**TRY IT**
Using the string "align" as the key, pull each matching line out of the records below.

-------- EXCERPTED RECORDS

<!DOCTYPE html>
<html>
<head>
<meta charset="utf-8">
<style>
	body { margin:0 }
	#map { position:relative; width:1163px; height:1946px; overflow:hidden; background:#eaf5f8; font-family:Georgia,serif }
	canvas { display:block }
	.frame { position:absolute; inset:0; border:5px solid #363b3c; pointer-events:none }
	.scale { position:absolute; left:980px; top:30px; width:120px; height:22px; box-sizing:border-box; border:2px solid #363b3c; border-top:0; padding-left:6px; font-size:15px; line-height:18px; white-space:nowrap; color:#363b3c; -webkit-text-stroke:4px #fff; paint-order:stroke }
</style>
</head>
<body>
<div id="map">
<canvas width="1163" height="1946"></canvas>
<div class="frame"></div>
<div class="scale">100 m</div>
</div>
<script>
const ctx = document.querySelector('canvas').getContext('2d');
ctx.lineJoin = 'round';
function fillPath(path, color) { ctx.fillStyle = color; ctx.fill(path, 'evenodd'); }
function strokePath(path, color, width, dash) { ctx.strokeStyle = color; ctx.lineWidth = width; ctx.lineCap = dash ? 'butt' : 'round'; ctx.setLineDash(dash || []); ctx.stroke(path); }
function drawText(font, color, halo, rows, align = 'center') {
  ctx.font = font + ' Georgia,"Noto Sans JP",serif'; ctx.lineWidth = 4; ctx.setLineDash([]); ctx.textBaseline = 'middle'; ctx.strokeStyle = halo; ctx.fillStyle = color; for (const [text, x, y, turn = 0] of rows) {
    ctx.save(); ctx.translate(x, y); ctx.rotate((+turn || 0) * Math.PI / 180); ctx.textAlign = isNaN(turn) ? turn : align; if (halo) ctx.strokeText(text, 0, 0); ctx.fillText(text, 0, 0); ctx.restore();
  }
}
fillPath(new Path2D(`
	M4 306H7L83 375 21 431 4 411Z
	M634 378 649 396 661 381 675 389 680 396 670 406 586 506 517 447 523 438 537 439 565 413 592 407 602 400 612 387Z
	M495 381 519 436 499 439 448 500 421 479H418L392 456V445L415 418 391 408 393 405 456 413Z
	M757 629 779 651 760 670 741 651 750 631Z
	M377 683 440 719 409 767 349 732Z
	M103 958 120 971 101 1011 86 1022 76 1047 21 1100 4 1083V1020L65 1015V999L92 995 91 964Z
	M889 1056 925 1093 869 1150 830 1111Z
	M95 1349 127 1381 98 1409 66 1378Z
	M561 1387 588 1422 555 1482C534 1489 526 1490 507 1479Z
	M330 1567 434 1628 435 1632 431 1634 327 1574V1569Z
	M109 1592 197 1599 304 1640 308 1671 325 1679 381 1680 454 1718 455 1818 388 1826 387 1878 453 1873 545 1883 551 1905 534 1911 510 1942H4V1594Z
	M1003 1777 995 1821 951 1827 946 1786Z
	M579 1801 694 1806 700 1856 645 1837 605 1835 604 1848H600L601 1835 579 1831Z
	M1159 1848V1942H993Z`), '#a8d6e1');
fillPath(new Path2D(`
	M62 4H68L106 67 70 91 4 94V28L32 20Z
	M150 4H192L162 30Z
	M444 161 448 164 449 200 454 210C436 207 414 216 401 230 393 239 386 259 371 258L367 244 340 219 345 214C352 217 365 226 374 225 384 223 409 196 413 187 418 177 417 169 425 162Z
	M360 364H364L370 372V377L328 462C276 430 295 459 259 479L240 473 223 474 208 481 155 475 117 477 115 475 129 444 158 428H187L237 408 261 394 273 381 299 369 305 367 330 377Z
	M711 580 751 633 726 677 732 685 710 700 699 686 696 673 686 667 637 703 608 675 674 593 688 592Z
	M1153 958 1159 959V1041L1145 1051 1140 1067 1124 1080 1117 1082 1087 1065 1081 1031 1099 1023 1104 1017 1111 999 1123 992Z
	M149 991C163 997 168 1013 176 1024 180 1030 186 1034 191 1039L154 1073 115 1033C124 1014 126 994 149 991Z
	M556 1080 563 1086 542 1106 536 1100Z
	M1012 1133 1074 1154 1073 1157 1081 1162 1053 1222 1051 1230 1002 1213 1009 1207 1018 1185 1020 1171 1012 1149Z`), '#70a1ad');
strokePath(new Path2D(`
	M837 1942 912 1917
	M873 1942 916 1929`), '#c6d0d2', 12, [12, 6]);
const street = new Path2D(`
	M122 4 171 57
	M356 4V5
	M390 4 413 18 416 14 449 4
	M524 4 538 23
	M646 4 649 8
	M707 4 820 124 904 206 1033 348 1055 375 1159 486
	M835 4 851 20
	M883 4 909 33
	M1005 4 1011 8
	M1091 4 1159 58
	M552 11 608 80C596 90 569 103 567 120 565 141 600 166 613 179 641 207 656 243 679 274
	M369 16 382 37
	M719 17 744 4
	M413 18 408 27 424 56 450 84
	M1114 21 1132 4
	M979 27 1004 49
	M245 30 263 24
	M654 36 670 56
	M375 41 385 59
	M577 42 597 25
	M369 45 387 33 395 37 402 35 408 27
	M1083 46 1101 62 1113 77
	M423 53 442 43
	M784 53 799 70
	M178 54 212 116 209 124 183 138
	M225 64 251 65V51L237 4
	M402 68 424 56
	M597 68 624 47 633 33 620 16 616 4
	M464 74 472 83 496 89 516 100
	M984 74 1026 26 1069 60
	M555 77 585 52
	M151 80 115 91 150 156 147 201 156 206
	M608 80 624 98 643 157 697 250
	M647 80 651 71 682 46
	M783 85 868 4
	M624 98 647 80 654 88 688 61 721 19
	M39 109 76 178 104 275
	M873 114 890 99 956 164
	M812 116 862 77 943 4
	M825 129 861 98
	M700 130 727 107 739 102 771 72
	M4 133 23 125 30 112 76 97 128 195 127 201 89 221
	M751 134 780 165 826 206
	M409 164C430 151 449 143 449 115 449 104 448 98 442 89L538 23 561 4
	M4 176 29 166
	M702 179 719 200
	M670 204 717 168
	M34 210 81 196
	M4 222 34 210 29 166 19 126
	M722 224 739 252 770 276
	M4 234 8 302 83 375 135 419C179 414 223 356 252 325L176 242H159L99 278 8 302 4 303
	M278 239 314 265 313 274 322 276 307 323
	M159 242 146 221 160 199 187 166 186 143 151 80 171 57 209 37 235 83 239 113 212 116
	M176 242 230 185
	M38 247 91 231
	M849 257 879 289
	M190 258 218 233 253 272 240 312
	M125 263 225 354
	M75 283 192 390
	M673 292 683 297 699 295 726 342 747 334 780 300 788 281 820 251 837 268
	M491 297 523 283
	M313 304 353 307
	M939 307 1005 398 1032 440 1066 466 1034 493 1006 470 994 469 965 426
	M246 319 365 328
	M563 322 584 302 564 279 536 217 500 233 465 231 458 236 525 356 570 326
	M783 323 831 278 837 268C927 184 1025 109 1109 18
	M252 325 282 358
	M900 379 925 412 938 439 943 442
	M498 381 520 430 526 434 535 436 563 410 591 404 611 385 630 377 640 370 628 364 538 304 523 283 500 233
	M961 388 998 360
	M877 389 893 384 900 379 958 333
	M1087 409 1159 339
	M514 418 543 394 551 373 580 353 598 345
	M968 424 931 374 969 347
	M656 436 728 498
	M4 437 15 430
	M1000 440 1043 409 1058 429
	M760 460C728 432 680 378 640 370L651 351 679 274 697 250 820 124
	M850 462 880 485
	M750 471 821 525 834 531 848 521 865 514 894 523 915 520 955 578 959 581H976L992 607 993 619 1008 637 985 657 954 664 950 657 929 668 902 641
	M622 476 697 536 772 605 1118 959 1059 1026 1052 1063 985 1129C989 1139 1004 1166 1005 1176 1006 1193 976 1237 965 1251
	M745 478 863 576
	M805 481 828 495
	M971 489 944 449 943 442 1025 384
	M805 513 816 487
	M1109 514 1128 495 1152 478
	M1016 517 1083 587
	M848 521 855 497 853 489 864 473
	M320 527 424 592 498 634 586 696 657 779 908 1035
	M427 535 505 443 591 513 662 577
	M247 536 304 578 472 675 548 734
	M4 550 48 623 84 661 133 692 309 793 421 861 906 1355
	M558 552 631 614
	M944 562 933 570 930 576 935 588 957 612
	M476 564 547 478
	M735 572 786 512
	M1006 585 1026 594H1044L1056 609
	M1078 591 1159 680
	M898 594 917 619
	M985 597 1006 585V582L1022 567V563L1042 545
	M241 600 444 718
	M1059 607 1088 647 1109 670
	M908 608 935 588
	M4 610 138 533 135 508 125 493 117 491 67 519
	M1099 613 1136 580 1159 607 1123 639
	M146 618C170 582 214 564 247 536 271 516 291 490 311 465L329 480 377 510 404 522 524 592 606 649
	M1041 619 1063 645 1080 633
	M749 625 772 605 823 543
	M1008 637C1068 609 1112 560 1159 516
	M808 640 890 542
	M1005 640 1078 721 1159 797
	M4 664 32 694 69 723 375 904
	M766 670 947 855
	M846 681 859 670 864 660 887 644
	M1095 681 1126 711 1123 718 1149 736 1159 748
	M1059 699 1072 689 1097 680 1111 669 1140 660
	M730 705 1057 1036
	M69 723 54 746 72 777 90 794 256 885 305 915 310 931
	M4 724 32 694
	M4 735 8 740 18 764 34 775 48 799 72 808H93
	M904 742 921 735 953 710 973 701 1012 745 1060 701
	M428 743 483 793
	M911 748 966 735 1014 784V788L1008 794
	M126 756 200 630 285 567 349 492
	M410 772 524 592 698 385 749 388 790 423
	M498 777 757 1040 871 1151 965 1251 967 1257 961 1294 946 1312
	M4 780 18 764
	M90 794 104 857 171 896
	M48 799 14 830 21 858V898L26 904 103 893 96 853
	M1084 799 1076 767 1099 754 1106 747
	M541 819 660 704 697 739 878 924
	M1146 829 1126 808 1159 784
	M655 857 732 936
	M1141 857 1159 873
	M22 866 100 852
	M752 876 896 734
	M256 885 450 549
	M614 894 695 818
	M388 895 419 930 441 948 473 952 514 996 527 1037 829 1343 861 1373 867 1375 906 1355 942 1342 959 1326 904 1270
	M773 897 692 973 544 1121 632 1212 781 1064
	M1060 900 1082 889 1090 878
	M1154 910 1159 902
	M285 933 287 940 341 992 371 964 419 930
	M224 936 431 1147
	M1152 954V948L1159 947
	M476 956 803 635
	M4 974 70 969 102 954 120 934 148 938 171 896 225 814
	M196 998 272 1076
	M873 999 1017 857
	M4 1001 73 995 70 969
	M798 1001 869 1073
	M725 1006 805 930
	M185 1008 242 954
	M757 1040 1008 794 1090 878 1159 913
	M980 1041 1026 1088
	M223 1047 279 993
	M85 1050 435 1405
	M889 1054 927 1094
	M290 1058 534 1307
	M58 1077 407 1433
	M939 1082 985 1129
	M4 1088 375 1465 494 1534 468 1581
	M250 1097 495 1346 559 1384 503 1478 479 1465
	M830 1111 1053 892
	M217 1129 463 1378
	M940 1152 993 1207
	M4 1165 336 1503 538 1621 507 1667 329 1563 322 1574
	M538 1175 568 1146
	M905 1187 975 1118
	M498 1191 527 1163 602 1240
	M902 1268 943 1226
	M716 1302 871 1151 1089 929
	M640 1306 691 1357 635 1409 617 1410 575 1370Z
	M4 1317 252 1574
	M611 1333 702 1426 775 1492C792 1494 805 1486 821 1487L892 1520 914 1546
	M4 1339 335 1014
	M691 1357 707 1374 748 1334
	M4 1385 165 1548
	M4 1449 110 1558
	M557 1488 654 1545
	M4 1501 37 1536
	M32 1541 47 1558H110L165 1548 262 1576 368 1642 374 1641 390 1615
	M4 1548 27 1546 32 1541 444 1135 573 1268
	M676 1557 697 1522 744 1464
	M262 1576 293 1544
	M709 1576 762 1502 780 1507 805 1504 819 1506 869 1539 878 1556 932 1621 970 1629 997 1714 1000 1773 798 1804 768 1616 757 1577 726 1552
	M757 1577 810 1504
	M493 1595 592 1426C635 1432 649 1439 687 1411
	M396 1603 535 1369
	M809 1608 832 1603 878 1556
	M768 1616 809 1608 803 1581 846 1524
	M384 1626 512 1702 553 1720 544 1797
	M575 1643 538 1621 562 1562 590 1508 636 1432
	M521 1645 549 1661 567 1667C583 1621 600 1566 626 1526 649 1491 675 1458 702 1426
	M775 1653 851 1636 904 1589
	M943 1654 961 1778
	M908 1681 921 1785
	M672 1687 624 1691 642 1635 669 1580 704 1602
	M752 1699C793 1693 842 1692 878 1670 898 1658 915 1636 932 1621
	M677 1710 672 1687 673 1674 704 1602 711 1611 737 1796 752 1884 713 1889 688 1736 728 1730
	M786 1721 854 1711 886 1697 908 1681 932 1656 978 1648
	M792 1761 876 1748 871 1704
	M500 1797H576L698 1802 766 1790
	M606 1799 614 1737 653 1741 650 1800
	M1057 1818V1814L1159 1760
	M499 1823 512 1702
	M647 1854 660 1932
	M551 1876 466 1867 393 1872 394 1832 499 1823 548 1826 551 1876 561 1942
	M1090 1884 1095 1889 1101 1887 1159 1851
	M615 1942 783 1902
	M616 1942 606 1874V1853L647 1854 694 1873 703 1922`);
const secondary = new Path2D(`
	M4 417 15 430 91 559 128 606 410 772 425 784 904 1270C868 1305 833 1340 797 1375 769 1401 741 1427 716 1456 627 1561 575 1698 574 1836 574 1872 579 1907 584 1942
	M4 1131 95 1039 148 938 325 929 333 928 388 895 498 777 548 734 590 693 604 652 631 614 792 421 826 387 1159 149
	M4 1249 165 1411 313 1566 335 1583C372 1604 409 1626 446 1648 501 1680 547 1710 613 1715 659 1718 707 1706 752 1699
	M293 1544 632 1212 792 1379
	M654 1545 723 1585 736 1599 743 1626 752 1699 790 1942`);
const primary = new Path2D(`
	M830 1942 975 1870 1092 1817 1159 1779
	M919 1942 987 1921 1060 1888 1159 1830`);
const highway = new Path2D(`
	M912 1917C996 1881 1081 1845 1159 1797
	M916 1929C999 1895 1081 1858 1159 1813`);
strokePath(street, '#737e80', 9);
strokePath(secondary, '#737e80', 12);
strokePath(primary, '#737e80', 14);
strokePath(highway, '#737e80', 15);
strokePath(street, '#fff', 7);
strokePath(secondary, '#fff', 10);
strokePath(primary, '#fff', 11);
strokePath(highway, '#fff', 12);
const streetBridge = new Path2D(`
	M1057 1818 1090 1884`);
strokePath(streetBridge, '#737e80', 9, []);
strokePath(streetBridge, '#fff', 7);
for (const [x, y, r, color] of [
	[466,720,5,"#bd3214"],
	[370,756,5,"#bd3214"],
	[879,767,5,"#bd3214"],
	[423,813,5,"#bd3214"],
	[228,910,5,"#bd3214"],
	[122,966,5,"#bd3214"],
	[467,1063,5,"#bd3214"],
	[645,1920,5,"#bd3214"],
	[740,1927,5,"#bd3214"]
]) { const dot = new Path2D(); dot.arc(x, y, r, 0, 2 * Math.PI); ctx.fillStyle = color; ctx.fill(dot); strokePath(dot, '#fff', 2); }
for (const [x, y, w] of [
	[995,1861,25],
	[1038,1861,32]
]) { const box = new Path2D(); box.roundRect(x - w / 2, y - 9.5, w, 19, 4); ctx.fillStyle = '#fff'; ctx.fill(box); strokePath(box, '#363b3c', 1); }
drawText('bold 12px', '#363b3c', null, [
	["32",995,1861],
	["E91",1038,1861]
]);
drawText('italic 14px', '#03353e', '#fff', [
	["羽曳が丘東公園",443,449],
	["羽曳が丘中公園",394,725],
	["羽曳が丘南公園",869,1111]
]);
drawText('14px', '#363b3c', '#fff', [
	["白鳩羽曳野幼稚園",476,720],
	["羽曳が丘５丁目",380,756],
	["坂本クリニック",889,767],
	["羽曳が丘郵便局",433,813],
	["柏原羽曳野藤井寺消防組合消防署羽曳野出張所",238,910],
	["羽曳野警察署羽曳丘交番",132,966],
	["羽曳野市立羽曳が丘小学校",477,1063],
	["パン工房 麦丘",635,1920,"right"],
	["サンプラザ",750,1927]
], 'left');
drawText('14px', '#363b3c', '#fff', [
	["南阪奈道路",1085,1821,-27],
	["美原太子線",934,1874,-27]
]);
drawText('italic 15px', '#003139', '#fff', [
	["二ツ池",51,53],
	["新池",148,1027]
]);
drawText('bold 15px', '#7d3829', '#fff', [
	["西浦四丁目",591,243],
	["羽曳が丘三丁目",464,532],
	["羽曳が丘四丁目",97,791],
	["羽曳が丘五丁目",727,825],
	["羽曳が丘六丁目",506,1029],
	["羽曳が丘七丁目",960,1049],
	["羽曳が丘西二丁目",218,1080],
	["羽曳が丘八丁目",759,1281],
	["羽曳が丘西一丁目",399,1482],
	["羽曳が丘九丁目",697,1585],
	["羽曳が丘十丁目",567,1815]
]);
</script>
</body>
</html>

----------------

**ANSWER TO THE PROBLEM**
function drawText(font, color, halo, rows, align = 'center') {
    ctx.save(); ctx.translate(x, y); ctx.rotate((+turn || 0) * Math.PI / 180); ctx.textAlign = isNaN(turn) ? turn : align; if (halo) ctx.strokeText(text, 0, 0); ctx.fillText(text, 0, 0); ctx.restore();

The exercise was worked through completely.